As a new trustee, examining your plan’s investment statements can be confusing. However, proper examination of plan investments is essential to help you understand the financial position of the plan. One of the first items to focus on is rate of return.
Rate of return can be defined as the investment income earned by the investments, divided by the average fair market value of investments for the period being measured. The rate of return is typically expressed on an annual basis. For example, if a portfolio’s rate of return was 4% over a six-month period, the annualized rate of return would be 8% (i.e. 4% x 2). Your plan’s targeted rate of return should be specified in your plan’s investment policy.
In the case of a pension plan, the plan’s actuary must make certain assumptions in determining whether the plan will have sufficient assets over the long term to pay pension benefits to plan participants and beneficiaries. The most significant assumption the actuary makes is the plan’s expected rate of return on an annualized basis. A typical assumed rate of return is in the range of 6.5% to 8% annually.
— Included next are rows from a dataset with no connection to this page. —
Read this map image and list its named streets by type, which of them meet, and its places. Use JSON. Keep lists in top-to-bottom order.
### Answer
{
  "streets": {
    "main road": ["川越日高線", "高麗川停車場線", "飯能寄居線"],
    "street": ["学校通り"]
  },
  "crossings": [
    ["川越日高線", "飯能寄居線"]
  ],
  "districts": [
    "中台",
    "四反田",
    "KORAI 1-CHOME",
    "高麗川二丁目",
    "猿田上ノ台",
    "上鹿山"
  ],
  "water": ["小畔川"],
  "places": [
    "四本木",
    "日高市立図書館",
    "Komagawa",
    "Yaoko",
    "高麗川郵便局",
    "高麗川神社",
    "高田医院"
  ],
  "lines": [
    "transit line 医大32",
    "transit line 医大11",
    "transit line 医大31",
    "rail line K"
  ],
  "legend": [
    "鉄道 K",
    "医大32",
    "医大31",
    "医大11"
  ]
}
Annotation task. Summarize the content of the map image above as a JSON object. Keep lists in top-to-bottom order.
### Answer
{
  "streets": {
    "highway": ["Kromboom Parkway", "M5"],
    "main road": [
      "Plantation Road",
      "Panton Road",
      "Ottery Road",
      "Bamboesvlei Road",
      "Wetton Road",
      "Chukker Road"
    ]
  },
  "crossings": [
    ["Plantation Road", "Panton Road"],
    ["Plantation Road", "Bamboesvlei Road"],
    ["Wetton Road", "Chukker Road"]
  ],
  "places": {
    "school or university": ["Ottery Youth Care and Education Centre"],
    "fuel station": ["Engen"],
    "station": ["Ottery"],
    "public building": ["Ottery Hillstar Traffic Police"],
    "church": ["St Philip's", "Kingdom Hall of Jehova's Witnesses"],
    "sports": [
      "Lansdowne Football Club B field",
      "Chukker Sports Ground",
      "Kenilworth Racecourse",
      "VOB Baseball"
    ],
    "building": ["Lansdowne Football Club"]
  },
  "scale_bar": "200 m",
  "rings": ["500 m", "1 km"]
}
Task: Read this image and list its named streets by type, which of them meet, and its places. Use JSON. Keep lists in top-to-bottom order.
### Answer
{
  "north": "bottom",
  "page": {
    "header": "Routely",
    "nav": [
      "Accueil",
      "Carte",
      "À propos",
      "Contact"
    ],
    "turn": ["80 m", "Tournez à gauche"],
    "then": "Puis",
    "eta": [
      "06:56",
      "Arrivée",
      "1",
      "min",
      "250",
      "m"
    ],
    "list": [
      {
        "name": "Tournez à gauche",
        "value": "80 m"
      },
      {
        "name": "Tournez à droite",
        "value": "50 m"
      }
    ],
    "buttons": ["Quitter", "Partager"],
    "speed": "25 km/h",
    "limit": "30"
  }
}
Ask your actuary to explain to plan trustees how the expected annual rate of return was determined.
Actual rates of return should be calculated on your plan’s total portfolio and by subcategories such as by type of assets and by investment manager. Rates of return are typically calculated on a monthly, quarterly, annual year-to-date and one, three, five, and ten year periods.
How do you know whether the plan’s investments are performing well? Rates of return earned are compared to the returns earned by appropriate indices (e.g. Dow Jones Industrial Average, S&P 500 Index). Custodians or investment consultants can also provide benchmark figures, which should also be compared to the plan’s rate of return in order to determine if your plan’s returns are better or worse compared to others that have a similar approach or strategy.
We recommend that you review this information often. Your plan’s actuary should review this information with you annually to determine whether your plan is on the right track to meeting its investment objectives.